Start of DATA EXCERPTS

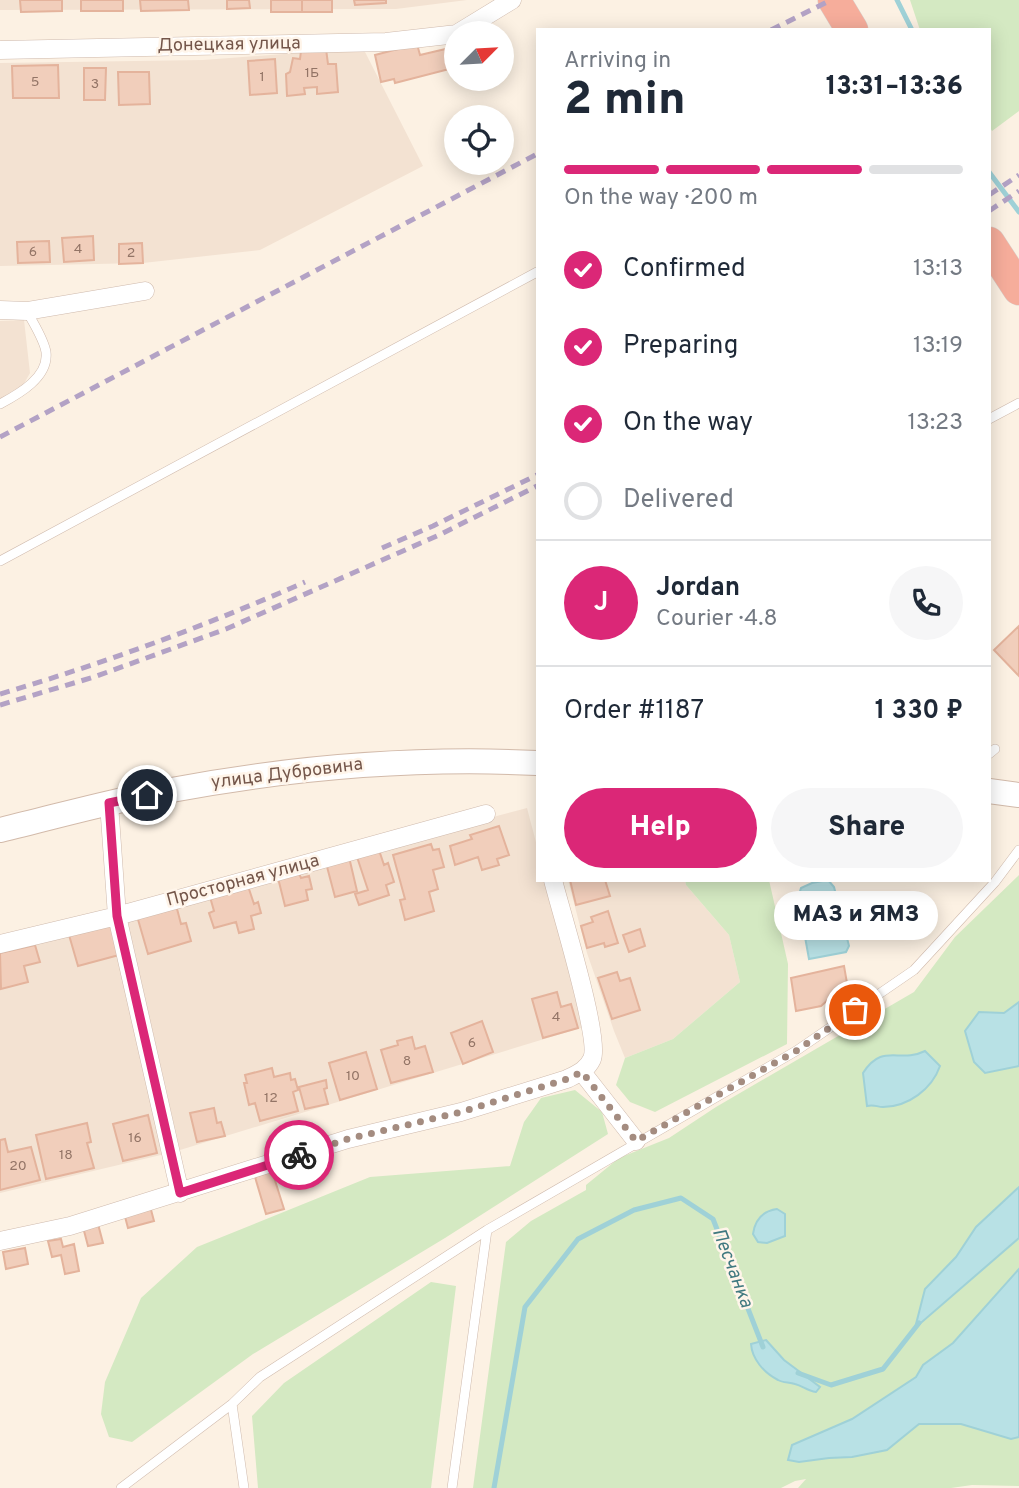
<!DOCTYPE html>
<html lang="en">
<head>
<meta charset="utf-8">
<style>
  :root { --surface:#fff; --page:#f6f6f7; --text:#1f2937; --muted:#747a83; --line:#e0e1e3; --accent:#db2777 }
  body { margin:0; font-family:Overpass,sans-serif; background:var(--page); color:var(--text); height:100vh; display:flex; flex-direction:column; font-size:26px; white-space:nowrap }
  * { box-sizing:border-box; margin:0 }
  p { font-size:23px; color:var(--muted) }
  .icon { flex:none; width:38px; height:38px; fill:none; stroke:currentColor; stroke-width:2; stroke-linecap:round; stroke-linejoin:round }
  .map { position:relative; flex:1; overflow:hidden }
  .side { position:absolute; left:536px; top:28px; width:455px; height:854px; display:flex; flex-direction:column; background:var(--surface); border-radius:0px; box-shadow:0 4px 18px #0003 }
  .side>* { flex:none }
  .needle { width:46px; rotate:66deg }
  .tools { position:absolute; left:444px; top:21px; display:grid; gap:14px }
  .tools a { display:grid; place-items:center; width:70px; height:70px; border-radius:50%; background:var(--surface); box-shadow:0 4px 18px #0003; font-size:35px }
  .pin { position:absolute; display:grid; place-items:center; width:60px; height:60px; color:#fff; margin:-30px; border:4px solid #fff; border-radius:50%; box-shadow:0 2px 7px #0007 }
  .courier { position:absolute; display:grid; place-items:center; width:70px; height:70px; margin:-35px; border:5px solid #db2777; border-radius:50%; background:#fff; color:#222; box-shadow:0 2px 9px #0007 }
  .bubble { position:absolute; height:49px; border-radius:24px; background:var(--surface); box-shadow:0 4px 18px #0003; font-size:23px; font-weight:800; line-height:49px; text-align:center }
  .overview em { font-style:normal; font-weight:800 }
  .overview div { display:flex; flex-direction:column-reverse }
  .overview { display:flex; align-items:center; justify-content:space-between; height:119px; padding:0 28px }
  h1 { font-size:46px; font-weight:800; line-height:52px }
  .bar { display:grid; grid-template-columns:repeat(4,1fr); gap:10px 7px; align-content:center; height:84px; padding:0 28px }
  .bar i { height:9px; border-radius:5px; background:var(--line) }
  .bar .current { background:var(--accent) }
  .bar p { grid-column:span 4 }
  .line { display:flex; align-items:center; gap:18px; padding:0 28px; border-top:2px solid var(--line) }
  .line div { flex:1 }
  .round { display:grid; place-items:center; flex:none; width:74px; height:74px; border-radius:37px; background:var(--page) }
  ol { padding:0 28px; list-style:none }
  li { display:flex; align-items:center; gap:21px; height:77px }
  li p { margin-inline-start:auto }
  li .icon { padding:7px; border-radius:50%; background:var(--accent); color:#fff; stroke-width:4 }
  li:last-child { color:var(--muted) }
  li i { width:38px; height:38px; border:4px solid var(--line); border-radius:50% }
  .action { display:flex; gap:14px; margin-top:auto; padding:14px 28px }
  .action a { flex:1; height:80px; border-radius:42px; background:var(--accent); color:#fff; font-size:28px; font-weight:800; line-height:80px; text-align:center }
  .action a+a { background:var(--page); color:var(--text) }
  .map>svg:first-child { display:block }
  .residential { fill:#f3e2d2 }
  .green { fill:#d4e9c2 }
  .water { fill:#b8e1e5; stroke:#9fd1d7; stroke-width:2 }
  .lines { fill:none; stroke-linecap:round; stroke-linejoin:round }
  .stream { stroke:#9fd1d7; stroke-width:5 }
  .building { fill:#f1cebb; stroke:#e4b39c; stroke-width:2 }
  .lane-casing { stroke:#cfbaad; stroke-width:10 }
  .street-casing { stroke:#cfbaad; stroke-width:19 }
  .secondary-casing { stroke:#d2baaa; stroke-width:26 }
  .highway-casing { stroke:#d8d0cc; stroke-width:33 }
  .lane { stroke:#fff; stroke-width:9 }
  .street { stroke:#fff; stroke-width:18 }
  .secondary { stroke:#fff; stroke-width:24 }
  .highway { stroke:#f6ad9b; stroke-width:32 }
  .rail { stroke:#b3a2c5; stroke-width:5; stroke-dasharray:10 7; stroke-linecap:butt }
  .done { stroke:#a48c80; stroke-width:7; stroke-dasharray:0 12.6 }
  .route { stroke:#db2777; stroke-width:9 }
  .labels { text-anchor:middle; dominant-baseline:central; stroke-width:5; stroke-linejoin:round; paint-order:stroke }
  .number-label { font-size:14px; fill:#937466 }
  .street-label { font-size:18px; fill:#74564a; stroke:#fff5ea }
  .water-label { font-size:19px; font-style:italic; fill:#407980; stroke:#fff5ea }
</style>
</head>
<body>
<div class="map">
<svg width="1019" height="1488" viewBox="0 0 1019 1488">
  <rect width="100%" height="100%" fill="#fcf1e3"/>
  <path class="residential" d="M 0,0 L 467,0 L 396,9 L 0,10 Z
    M 363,48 L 423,166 L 260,250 L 143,263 L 0,266 L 0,63 L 203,60 Z
    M 24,320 L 30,373 L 21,389 L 0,399 L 0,321 Z
    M 527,808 L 537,846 L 537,880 L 547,880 L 587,1026 L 180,1150 L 126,915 Z
    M 568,880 L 685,880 L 686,885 L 729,935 L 740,982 L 673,1039 L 625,1058 L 614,1031 L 587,953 Z
    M 110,923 L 165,1154 L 0,1193 L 0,953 Z"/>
  <path class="green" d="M 910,0 L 1019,0 L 1019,111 L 992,131 L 989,126 L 989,30 L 920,30 Z
    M 1019,875 L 1019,1486 L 972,1485 L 951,1488 L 798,1488 L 806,1479 L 795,1481 L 781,1488 L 473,1488 L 506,1242 L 531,1221 L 586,1190 L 586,1185 L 619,1158 L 669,1138 L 716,1107 L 914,992 L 955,937 Z
    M 685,880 L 769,880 L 788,964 L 787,1044 L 655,1112 L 630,1102 L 616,1085 L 625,1058 L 673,1039 L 740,982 L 729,935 L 686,885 Z
    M 575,1090 L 602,1112 L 608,1134 L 445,1238 L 253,1354 L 132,1442 L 109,1437 L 101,1414 L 105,1382 L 141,1298 L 197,1247 L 370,1177 L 510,1166 L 524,1122 L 541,1098 Z
    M 431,1282 L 456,1286 L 431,1488 L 258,1488 L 252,1416 L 284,1383 Z"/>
  <path class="water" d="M 828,880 L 834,887 L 849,946 L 846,952 L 809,959 L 798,898 L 801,888 L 812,883 Z
    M 1019,1002 L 1019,1066 L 985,1073 L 974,1062 L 965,1031 L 979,1012 L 1004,1013 Z
    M 925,1051 L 940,1066 C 932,1089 908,1107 883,1107 C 877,1107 874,1104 867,1106 L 863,1073 C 883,1042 899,1064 925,1051 Z
    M 1019,1187 L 1019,1238 L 915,1328 L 925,1289 L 956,1257 L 976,1227 Z
    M 777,1209 L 785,1214 L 785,1236 L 767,1243 L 758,1242 L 753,1234 C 755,1220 763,1211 777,1209 Z
    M 1019,1269 L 1019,1437 L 1011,1439 L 961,1424 L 919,1424 L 887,1450 L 852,1457 L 829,1458 L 799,1462 L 788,1460 L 792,1445 L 852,1419 L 916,1377 L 923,1365 L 953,1343 Z
    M 766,1340 L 784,1360 L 820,1387 L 816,1392 C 807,1391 803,1386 795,1384 C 789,1382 783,1383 778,1380 C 764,1373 752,1359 751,1344 Z"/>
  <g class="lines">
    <path class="stream" d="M 897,0 L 912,30
      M 989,172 L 1019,212
      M 798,1373 L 831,1385 L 883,1369 L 919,1323
      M 494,1488 L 525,1307 L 578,1239 L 634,1210 L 681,1198 L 713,1219 L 763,1347"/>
  </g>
  <path class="building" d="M 20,0 L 62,0 L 62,11 L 21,12 Z
    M 81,0 L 123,0 L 123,11 L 81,11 Z
    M 140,0 L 188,0 L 189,10 L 141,11 Z
    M 227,0 L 249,0 L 250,8 L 227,9 Z
    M 271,0 L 302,0 L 302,12 L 271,12 Z
    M 302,0 L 332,0 L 332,12 L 302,12 Z
    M 354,0 L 386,0 L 386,3 L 355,5 Z
    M 417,44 L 420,55 L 454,47 L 457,67 L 395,83 L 394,79 L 381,82 L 375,55 Z
    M 326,49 L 328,64 L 336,64 L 338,92 L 317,94 L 317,87 L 304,88 L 305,94 L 287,96 L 286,74 L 290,72 L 293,58 L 300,59 L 301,51 Z
    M 275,59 L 277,93 L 250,95 L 248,61 Z
    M 58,65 L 59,98 L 13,98 L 12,66 Z
    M 84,68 L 106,68 L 105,100 L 84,100 Z
    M 118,72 L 149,72 L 150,104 L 119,105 Z
    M 93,236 L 94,260 L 64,262 L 62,238 Z
    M 49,241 L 50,262 L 18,263 L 17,242 Z
    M 142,243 L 143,263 L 119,264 L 119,244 Z
    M 1019,626 L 1019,676 L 994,650 Z
    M 499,826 L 509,855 L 497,859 L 499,865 L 482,870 L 478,857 L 455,865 L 450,846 L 472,839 L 470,835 Z
    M 431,844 L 433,850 L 439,849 L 444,867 L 433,870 L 438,889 L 429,892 L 434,911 L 405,920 L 400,900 L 405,899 L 393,855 Z
    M 378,847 L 384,865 L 388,863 L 394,882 L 386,885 L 389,895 L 359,905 L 355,894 L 368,890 L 356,854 Z
    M 349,857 L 357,891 L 335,897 L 326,863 Z
    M 299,873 L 301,878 L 309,876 L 312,889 L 306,890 L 308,900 L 285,906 L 278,878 Z
    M 570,880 L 605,880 L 610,896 L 576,905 Z
    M 248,886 L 254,904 L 258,902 L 261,913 L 251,916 L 254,929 L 239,933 L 236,922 L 214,928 L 209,913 L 214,911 L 210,897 Z
    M 176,905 L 181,924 L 186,923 L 191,941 L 148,954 L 137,916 Z
    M 608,911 L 618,943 L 605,947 L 604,943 L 587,948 L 581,926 L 593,922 L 591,917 Z
    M 110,923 L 119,955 L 78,966 L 69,935 Z
    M 640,929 L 645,946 L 629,952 L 623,935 Z
    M 35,945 L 40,962 L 24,966 L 28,982 L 1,989 L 0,953 Z
    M 844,966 L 847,983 L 821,1006 L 796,1011 L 791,978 Z
    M 617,972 L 620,981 L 630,978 L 640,1010 L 612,1019 L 598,978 Z
    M 557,992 L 561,1007 L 571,1004 L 578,1028 L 543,1038 L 532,999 Z
    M 482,1021 L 493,1052 L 463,1064 L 451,1033 Z
    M 412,1037 L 415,1049 L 425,1046 L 433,1072 L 391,1083 L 381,1050 L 398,1045 L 397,1041 Z
    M 366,1052 L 377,1089 L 340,1100 L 329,1063 Z
    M 272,1068 L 274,1077 L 290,1073 L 291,1080 L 295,1079 L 298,1090 L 293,1092 L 298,1111 L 260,1121 L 255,1103 L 249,1105 L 244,1083 L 247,1083 L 245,1075 Z
    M 326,1080 L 327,1088 L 324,1089 L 328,1104 L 305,1109 L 299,1087 Z
    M 214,1108 L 217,1123 L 221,1122 L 225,1136 L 197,1142 L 190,1113 Z
    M 148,1115 L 157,1153 L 123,1161 L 113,1124 Z
    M 87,1123 L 91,1142 L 87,1143 L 94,1168 L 46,1179 L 36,1135 Z
    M 5,1139 L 8,1152 L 31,1147 L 40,1180 L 0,1190 L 0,1140 Z
    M 272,1171 L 284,1209 L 266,1214 L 255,1177 Z
    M 150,1206 L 154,1221 L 128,1228 L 124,1213 Z
    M 98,1224 L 103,1243 L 88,1246 L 83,1227 Z
    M 61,1239 L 63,1247 L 74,1244 L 79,1271 L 65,1274 L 61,1255 L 52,1257 L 48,1241 Z
    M 25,1248 L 28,1264 L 6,1269 L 3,1252 Z"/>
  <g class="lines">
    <defs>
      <path id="lane" d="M 0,404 C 19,394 49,377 46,352 C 44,339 33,323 27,311
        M 989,419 L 1019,403
        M 0,561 L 537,272
        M 989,754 L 995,749
        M 232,1404 L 244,1488
        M 121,1488 L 232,1404 L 260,1377 L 487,1230 L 796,1051 L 914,970 L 995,882 L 1019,850
        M 452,1488 L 487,1230"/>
      <path id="street" d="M 458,33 L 512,0
        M 0,50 L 386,42 L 457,34
        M 0,310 L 27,311 L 145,291
        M 109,803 L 117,916 L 180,1193
        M 0,944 L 117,916 L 486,814
        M 582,1072 L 636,1141
        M 0,1241 L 70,1226 L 348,1139 L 461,1112 L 567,1079 C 577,1074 587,1070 592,1059 C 601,1039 560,909 553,880"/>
      <path id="secondary" d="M 989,791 L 1019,795
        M 0,830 C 55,817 110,801 166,791 C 288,768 413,757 537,763"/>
      <path id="highway" d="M 834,0 L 852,30
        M 989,243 L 1019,289"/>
    </defs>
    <use href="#lane" class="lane-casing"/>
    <use href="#street" class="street-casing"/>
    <use href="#secondary" class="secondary-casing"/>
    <use href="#highway" class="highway-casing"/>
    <use href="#lane" class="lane"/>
    <use href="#street" class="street"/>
    <use href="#secondary" class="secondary"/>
    <use href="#highway" class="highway"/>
    <path class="rail" d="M 771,30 L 831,0
      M 989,195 L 1019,175
      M 989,211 L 1019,191
      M 0,437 L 537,154
      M 382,548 L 433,526 L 537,475
      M 0,694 C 105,663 205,626 305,582
      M 0,705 L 94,677 L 226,629 L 439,535 L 537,486"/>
  </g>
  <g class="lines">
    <path class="done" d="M 299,1155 L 348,1139 L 461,1112 L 567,1079 L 582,1072 L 636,1141 L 796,1051 L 855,1010"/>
    <path class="route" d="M 147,795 L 109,803 L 117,916 L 180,1193 L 299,1155"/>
  </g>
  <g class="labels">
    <g class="number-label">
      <text x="312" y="73">1Б</text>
      <text x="262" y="77">1</text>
      <text x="35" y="82">5</text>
      <text x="95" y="84">3</text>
      <text x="78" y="249">4</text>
      <text x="33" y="252">6</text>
      <text x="131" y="253">2</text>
      <text x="556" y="1017">4</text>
      <text x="472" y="1043">6</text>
      <text x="407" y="1061">8</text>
      <text x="353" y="1076">10</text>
      <text x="271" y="1098">12</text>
      <text x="135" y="1138">16</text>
      <text x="66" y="1155">18</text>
      <text x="18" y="1166">20</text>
    </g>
    <g class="street-label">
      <text transform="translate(229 45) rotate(-1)">Донецкая улица</text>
      <text transform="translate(287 774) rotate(-7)">улица Дубровина</text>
      <text transform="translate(243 881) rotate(-15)">Просторная улица</text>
    </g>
    <g class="water-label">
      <text transform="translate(732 1268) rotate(69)">Песчанка</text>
    </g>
  </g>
</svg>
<div class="tools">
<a><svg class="needle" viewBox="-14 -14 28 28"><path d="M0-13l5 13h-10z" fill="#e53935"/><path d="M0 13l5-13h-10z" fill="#747a83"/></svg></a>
<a><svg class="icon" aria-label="locate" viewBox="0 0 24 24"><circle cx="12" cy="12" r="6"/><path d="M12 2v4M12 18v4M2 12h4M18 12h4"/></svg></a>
</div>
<div class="pin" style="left:855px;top:1010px;background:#ea580c"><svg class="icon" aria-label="bag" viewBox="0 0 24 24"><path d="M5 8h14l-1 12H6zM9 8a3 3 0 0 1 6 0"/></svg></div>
<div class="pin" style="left:147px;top:795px;background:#1f2937"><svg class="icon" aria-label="home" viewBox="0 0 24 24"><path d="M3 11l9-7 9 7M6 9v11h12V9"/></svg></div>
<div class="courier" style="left:299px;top:1155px"><svg class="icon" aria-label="bike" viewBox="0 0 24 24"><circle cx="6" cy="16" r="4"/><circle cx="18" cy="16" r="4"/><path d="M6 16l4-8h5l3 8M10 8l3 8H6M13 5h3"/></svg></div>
<div class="bubble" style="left:774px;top:891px;width:164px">МАЗ и ЯМЗ</div>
<section class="side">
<div class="overview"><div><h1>2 min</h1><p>Arriving in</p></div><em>13:31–13:36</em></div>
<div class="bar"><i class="current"></i><i class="current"></i><i class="current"></i><i></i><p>On the way · 200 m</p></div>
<ol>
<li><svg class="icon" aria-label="check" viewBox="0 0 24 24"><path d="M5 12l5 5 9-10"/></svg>Confirmed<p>13:13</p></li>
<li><svg class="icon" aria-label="check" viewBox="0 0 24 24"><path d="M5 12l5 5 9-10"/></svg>Preparing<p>13:19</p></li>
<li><svg class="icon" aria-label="check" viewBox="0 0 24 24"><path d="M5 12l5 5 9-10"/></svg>On the way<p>13:23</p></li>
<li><i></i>Delivered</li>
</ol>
<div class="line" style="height:126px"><b class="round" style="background:var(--accent);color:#fff">J</b><div><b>Jordan</b><p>Courier · 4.8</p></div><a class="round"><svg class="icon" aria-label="phone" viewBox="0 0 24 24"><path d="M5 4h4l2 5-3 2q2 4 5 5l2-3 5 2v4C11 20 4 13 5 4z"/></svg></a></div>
<div class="line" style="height:91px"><div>Order #1187</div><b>1 330 ₽</b></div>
<div class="action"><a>Help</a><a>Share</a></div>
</section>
</div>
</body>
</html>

End of DATA EXCERPTS

## INSTRUCTIONS FOR THE TASK
Determine the number of lines in the listing that contain the word "linecap", and respond with nothing but that number.

## FINISHED TASK
3